[TASK ITEM]: Up to and including the line with "background:var(--page); color:var(--text); height:100vh;", restate the records below word for word, beginning with their first line.
++++ EXERCISE DATA
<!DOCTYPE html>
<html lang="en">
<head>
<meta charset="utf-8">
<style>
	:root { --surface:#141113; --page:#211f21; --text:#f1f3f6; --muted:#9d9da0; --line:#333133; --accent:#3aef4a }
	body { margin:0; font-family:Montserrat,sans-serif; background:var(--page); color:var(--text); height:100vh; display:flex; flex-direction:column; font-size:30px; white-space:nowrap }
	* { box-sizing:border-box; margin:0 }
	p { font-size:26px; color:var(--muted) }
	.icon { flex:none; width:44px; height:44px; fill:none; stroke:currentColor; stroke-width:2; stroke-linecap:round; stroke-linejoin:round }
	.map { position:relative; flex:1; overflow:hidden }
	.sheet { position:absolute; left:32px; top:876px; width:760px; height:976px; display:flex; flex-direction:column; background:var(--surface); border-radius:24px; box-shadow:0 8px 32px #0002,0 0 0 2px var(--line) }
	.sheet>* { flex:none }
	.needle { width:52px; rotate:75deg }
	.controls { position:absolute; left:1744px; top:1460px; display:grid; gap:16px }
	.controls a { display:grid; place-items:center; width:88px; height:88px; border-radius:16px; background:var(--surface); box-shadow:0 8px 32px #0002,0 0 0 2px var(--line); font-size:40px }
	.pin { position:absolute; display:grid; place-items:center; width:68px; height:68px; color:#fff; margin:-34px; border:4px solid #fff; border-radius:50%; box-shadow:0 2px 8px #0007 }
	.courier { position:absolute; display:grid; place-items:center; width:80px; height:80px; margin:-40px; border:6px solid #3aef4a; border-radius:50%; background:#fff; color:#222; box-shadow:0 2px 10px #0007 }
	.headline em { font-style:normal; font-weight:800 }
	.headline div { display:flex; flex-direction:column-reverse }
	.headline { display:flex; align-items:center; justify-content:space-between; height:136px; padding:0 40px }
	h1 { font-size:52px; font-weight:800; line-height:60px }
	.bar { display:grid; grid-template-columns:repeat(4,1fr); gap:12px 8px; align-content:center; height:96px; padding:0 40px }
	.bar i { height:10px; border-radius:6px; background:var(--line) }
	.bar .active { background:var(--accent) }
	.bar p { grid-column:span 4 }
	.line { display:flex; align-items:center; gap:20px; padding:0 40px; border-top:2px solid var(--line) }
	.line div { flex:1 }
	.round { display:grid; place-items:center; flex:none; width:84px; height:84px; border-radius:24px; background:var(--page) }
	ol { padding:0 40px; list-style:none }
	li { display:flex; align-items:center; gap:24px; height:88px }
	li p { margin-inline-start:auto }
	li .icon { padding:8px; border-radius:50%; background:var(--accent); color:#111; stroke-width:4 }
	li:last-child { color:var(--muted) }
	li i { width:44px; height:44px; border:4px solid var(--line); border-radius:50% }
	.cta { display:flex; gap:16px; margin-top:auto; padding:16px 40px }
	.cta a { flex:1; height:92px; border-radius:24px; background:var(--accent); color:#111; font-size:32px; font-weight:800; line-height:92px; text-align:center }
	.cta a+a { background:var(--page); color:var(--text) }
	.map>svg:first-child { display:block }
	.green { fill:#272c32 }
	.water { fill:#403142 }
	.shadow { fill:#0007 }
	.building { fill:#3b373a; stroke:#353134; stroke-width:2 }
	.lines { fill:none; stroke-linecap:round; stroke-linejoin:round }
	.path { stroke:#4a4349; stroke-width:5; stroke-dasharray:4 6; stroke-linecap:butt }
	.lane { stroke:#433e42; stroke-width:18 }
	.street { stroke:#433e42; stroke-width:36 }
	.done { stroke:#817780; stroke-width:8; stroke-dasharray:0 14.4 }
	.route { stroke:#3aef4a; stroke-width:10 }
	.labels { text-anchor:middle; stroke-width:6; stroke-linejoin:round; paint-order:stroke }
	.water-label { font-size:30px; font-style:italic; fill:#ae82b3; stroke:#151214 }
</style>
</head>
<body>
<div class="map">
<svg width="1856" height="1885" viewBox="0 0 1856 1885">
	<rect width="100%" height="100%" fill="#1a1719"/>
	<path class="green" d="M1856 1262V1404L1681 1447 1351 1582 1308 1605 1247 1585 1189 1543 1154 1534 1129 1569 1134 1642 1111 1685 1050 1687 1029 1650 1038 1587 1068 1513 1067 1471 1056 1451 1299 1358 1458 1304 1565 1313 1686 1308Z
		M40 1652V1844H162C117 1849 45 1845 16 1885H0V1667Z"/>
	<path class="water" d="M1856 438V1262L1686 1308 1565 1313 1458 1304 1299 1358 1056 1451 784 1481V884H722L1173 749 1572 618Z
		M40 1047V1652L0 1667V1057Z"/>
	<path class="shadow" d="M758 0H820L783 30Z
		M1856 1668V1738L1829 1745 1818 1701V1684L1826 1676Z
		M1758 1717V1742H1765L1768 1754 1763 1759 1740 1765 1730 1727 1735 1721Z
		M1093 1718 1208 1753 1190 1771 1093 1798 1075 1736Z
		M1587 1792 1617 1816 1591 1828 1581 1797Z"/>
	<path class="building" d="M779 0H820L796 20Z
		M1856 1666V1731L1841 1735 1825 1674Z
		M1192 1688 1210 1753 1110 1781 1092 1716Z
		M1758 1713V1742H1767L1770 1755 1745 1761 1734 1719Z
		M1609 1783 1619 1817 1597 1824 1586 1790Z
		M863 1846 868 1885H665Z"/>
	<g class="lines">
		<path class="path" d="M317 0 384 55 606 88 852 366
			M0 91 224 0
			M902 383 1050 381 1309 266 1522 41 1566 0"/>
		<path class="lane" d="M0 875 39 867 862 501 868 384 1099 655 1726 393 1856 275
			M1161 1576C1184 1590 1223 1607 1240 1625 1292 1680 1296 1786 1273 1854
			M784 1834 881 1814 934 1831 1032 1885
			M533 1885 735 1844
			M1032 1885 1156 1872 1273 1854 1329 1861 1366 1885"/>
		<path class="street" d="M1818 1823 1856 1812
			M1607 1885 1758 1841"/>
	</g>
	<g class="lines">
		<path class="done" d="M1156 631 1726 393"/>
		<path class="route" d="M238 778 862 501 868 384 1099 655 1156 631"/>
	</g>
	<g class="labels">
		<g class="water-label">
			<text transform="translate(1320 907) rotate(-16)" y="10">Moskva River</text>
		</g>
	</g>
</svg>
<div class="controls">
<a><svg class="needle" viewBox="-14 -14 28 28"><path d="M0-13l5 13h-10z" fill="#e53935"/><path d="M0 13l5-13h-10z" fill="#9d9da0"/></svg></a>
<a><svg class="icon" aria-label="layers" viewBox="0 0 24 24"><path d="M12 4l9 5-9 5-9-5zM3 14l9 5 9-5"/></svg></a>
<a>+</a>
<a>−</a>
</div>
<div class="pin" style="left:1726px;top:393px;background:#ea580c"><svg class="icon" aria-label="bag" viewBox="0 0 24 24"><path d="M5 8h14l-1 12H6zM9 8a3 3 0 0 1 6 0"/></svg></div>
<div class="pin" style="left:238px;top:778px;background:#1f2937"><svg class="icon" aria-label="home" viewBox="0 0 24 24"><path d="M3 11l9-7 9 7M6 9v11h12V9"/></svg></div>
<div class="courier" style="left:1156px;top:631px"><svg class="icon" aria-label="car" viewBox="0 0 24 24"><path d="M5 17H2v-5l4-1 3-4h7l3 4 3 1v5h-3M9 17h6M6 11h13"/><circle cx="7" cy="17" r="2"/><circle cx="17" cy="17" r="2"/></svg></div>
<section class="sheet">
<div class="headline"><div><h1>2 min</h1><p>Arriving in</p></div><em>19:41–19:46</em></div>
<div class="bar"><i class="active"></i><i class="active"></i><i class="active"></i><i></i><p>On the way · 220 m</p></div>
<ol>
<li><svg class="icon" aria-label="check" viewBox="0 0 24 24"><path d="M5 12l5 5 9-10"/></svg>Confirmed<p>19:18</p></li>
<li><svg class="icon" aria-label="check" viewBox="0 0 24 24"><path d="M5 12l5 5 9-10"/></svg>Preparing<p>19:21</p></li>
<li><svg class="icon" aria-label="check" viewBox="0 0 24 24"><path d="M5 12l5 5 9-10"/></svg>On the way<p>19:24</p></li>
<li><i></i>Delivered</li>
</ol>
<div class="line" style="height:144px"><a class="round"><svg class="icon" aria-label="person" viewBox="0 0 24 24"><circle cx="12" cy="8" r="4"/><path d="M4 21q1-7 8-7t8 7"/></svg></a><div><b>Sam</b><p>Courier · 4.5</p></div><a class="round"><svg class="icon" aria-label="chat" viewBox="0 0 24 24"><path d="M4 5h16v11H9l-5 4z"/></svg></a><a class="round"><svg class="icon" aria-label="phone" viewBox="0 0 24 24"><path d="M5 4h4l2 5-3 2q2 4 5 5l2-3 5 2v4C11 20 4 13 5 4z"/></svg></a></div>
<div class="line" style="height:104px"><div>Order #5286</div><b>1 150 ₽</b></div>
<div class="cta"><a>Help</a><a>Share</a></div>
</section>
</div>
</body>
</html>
++++++++
[WRITTEN RESPONSE]:
<!DOCTYPE html>
<html lang="en">
<head>
<meta charset="utf-8">
<style>
	:root { --surface:#141113; --page:#211f21; --text:#f1f3f6; --muted:#9d9da0; --line:#333133; --accent:#3aef4a }
	body { margin:0; font-family:Montserrat,sans-serif; background:var(--page); color:var(--text); height:100vh; display:flex; flex-direction:column; font-size:30px; white-space:nowrap }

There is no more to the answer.